> **Assignment**: Leaving out all pictures, give again each line exactly, from the start of the listing through the line that contains "position:absolute; width:35px; height:35px;".

> **Data records**:

+ + + + +

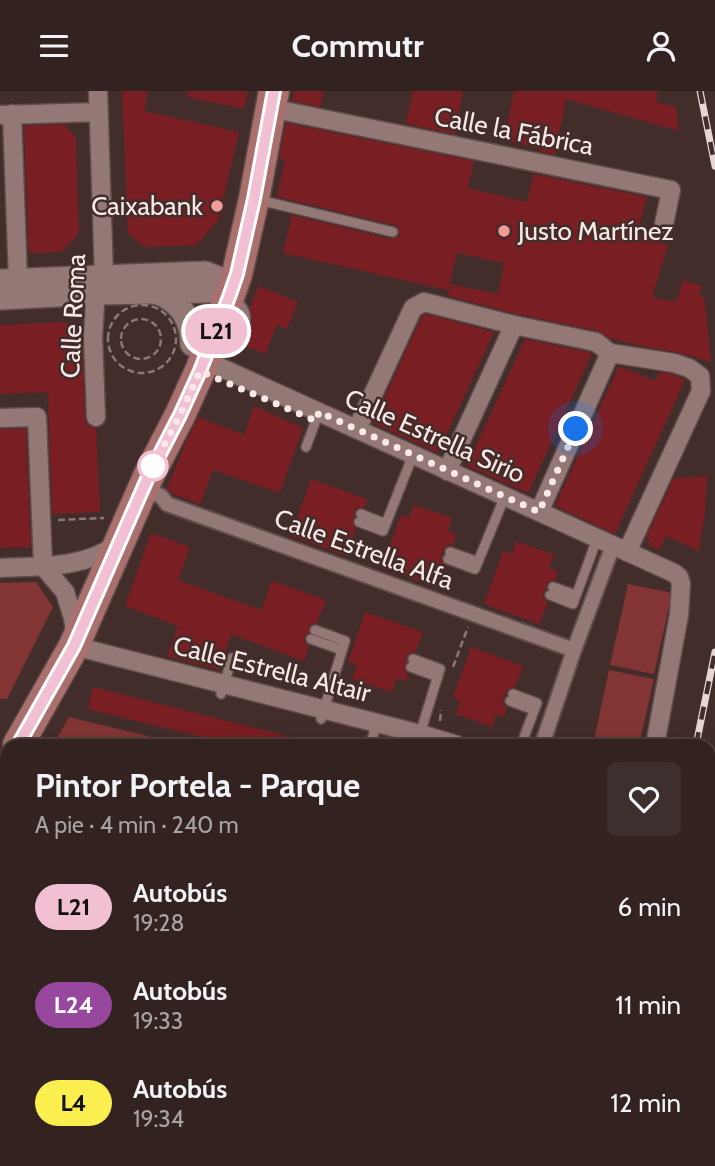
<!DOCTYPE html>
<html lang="es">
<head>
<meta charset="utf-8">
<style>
  body { margin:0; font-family:Cabin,sans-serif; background:#3d2f2d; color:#f1f3f6; height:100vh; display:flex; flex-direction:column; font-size:26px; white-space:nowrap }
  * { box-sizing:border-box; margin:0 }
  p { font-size:23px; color:#a8a4a5 }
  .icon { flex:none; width:38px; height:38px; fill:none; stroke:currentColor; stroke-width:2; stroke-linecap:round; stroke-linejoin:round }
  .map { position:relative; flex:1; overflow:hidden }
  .panel { position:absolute; left:0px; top:648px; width:716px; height:429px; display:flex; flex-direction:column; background:#322220; border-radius:21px 21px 0 0; box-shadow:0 7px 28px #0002,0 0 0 2px #4d3f3e }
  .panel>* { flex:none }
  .badge { padding:0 14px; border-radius:23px; font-size:24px; line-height:46px }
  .you { position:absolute; width:35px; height:35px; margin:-18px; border:5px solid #fff; border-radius:50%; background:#1a73e8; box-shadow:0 0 0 10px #1a73e833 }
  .map>.badge { position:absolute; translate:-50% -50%; box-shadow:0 0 0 4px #fff }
  .round { display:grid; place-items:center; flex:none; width:74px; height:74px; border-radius:10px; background:#3d2f2d }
  .summary { display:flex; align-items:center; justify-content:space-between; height:119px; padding:0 35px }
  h1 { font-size:33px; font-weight:700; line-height:52px }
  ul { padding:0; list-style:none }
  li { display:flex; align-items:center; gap:21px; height:98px; padding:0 35px }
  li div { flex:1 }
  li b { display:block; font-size:26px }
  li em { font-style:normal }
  li .badge { min-width:77px; font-weight:700; text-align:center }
  header { display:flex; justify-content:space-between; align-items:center; height:91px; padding:0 35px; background:#322220; font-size:32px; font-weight:700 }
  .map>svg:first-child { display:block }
  .green { fill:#823534 }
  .building { fill:#791e22 }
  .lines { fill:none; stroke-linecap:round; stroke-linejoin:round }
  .service-casing { stroke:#5f4c4b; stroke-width:12 }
  .pedestrian-casing { stroke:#5f4c4b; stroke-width:18 }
  .minor-casing { stroke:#5f4c4b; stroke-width:21 }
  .tertiary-casing { stroke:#5f4c4b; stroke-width:26 }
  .primary-casing { stroke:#5f4c4b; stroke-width:33 }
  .motorway-casing { stroke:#5f4c4b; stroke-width:37 }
  .path { stroke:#8b7776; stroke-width:2.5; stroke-dasharray:7 3.5; stroke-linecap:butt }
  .service { stroke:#937876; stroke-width:9 }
  .pedestrian { stroke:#937876; stroke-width:14 }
  .minor { stroke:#937876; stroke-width:18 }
  .tertiary { stroke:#937876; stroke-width:23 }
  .primary { stroke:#aa706e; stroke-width:30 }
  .motorway { stroke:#ba6b68; stroke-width:33 }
  .rail-casing { stroke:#e6d6d5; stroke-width:7 }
  .rail { stroke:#432d2b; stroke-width:4.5; stroke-dasharray:13; stroke-linecap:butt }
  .line-casing { stroke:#fff; stroke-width:16 }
  .line { stroke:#f1c0d3; stroke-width:10 }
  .walk { stroke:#f8e9e8; stroke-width:7; stroke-dasharray:0 12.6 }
  .poi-dot { fill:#f59b97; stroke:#432d2b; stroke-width:2.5 }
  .stop-dot { fill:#fff; stroke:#f1c0d3; stroke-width:3.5 }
  .labels { text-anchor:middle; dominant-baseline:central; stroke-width:5; stroke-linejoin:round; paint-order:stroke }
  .street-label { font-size:26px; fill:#f8e9e8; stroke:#432d2b }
  .poi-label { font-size:26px; fill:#f8e9e8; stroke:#432d2b; text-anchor:end }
</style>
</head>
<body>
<header><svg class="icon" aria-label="menu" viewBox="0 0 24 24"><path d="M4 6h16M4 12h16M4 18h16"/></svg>Commutr<svg class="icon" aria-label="person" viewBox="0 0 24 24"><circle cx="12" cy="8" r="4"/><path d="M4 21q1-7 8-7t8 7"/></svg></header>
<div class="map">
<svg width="715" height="1075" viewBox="0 0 715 1075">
  <rect width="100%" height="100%" fill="#432d2b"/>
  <path class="green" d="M36,491L53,516L7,608H0V492Z
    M628,493L672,502L654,583L610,574Z
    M609,579L654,588L639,654H593Z
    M69,626L172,651L171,654H53Z"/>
  <path class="building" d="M122,0H148L144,20L239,41L218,130L196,154L144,156L128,142Z
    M188,0H248L244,18L187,6Z
    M294,0H324L320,16L292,10Z
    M413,0H463L455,43L406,33Z
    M514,0H658L656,11L676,16L679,40L566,8L555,64L540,61L541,58L504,49Z
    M286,32L474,70L468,97L527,111L534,83L647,106L636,146L668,154L652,206L676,211L683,189L702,195L699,204L704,207L706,219L711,271L676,261L650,257L609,247L598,240L517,223L448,205L450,193L498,203L504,172L457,162L448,199L283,162L292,124L391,148L398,146L400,142L398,136L395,134L277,106L285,68L279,67Z
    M63,33L76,46L79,142L61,161L29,162L24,35Z
    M259,195L298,211L287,238L277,234L265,263L244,254L252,230L250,216Z
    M426,223L494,241L438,362L373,332L422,225Z
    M65,231L82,247L85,331L90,336L96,337L100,421L52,423L48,301L0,303V234Z
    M525,248L592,262L528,402L467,375Z
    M619,275L655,290L659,281L672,283L685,289L615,443L555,415Z
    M254,315L303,337L280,402L213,379L200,413L171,402L167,398L185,353L198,326L244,344Z
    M0,338H26L31,456L0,457Z
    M707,385L705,421L699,460L666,445L659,459L647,453L650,448L646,446L674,387Z
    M311,388L367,408L364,417H357L354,421L355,426L352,431L356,437L346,465L291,445Z
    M414,414L452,427L448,440L456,443L453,454H448L444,458L441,468L445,474L438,497L382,477L401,424L409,427Z
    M151,442L190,456L178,489L261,519L272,490L326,509L317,532L310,534L309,542L305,545L304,550L309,555L304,570L231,543L219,579L167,565L178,535L125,515Z
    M516,450L554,464L549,477L558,480L555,489L548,491L546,498L543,502L544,508L548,511L539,533L484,513L503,460L512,463Z
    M365,521L423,541L415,561L409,562L406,566L407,571L404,576L408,582L406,590L397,587L392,601L352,588L357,574L348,571Z
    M471,556L523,575L515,596L508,598L503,608L504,614L507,617L504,626L496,623L492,636L456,623L460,609L453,606Z
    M93,596L307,650V654H235L88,618Z"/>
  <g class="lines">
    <g class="service-casing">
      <path id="service" d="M259,109L393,141
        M214,259L218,261L236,254C244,235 254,222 233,208
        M306,356L319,321
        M361,423L386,433
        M359,431L383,440L413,364
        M450,461L478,471
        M448,468L475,478L505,405
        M553,496L576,504
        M550,504L573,513L597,448
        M315,539L345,550L321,628
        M311,548L342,559
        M413,568L440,578L420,643L423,654
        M411,576L438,586
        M221,603L232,567
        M513,603L537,612L521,654
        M510,610L534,619
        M370,654L374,642L373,631"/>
    </g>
    <g class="pedestrian-casing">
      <path id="pedestrian" d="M143,398L161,405L167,413L574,559
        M542,654L574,559L609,465"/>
    </g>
    <g class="minor-casing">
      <path id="minor" d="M270,17L671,99L664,133
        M12,23L18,189
        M0,24L98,21
        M204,269L674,482L679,486L681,493L679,524L655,654
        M96,326L93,246L95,213L96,202L104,186L98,0
        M0,327L37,326L43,475
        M357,338L413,217L424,211L514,234L596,251L610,262L674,272L689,277L700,285L701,300L627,461
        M447,380L514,234
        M539,421L610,262
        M43,475L65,501L73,527L76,546
        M0,477C40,475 84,478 117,453
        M74,555L420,643L457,654
        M0,756H7
        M131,1069V1075"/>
    </g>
    <g class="tertiary-casing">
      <path id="tertiary" d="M0,190L205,182L218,187
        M155,201C180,209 192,227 192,253
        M0,207L96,202L207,200L215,196"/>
    </g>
    <g class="primary-casing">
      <path id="primary" d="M18,654L74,555L148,386L180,324L200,280L229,206L237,183L254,108L274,0
        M0,687L7,674
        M0,1018L7,1017
        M0,1040H7"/>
    </g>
    <g class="motorway-casing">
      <path id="motorway" d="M709,835L715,829
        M709,865L715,860"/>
    </g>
    <path class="path" d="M108 248a34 34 0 1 1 68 0a34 34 0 1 1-68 0Z
      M121 248a20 20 0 1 1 40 0a20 20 0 1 1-40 0Z
      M58,429L104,427
      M453,576L468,536
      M440,630L441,619
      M0,983H7
      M0,1068H7
      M101,1069L102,1075"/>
    <use href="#service" class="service"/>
    <use href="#pedestrian" class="pedestrian"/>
    <use href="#minor" class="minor"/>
    <use href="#tertiary" class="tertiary"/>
    <use href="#primary" class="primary"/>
    <use href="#motorway" class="motorway"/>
    <g class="rail-casing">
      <path id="rail" d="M700,0L715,75
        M696,654L715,561
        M709,712L715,699
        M489,1075L493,1069
        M516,1075L520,1069"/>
    </g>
    <use href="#rail" class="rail"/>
  </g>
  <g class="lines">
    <g class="line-casing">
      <path id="line" d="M18,654L74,555L148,386L180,324L200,280L229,206L237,183L254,108L274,0"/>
    </g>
    <use href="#line" class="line"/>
    <path class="walk" d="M153,375L180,324L200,280L316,330L319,321L539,421L576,338"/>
  </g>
  <g class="poi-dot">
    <circle cx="217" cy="115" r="7"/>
    <circle cx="504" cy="140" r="7"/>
  </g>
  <circle class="stop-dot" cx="153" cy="375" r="14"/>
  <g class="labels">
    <g class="street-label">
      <text transform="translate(514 40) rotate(11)">Calle la Fábrica</text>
      <text transform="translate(73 225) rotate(-87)">Calle Roma</text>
      <text transform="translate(435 345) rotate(24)">Calle Estrella Sirio</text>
      <text transform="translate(364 458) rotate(20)">Calle Estrella Alfa</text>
      <text transform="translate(272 578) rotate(14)">Calle Estrella Altair</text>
    </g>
    <g class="poi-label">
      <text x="203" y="115">Caixabank</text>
      <text x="518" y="140" text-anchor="start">Justo Martínez</text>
    </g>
  </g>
</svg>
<div class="you" style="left:576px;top:338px"></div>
<b class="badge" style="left:216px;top:240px;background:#f1c0d3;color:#111">L21</b>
<section class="panel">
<div class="summary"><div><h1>Pintor Portela - Parque</h1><p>A pie · 4 min · 240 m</p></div><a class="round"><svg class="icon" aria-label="heart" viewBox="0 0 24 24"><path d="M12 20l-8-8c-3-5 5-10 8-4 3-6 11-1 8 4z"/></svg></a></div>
<ul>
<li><span class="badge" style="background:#f1c0d3;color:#111">L21</span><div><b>Autobús</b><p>19:28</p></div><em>6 min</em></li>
<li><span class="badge" style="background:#97479d;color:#fff">L24</span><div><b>Autobús</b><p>19:33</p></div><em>11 min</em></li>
<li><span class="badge" style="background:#fbee4f;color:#111">L4</span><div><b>Autobús</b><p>19:34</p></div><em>12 min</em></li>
</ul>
</section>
</div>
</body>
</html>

+ + + + +

> **Solution below**:
<!DOCTYPE html>
<html lang="es">
<head>
<meta charset="utf-8">
<style>
  body { margin:0; font-family:Cabin,sans-serif; background:#3d2f2d; color:#f1f3f6; height:100vh; display:flex; flex-direction:column; font-size:26px; white-space:nowrap }
  * { box-sizing:border-box; margin:0 }
  p { font-size:23px; color:#a8a4a5 }
  .icon { flex:none; width:38px; height:38px; fill:none; stroke:currentColor; stroke-width:2; stroke-linecap:round; stroke-linejoin:round }
  .map { position:relative; flex:1; overflow:hidden }
  .panel { position:absolute; left:0px; top:648px; width:716px; height:429px; display:flex; flex-direction:column; background:#322220; border-radius:21px 21px 0 0; box-shadow:0 7px 28px #0002,0 0 0 2px #4d3f3e }
  .panel>* { flex:none }
  .badge { padding:0 14px; border-radius:23px; font-size:24px; line-height:46px }
  .you { position:absolute; width:35px; height:35px; margin:-18px; border:5px solid #fff; border-radius:50%; background:#1a73e8; box-shadow:0 0 0 10px #1a73e833 }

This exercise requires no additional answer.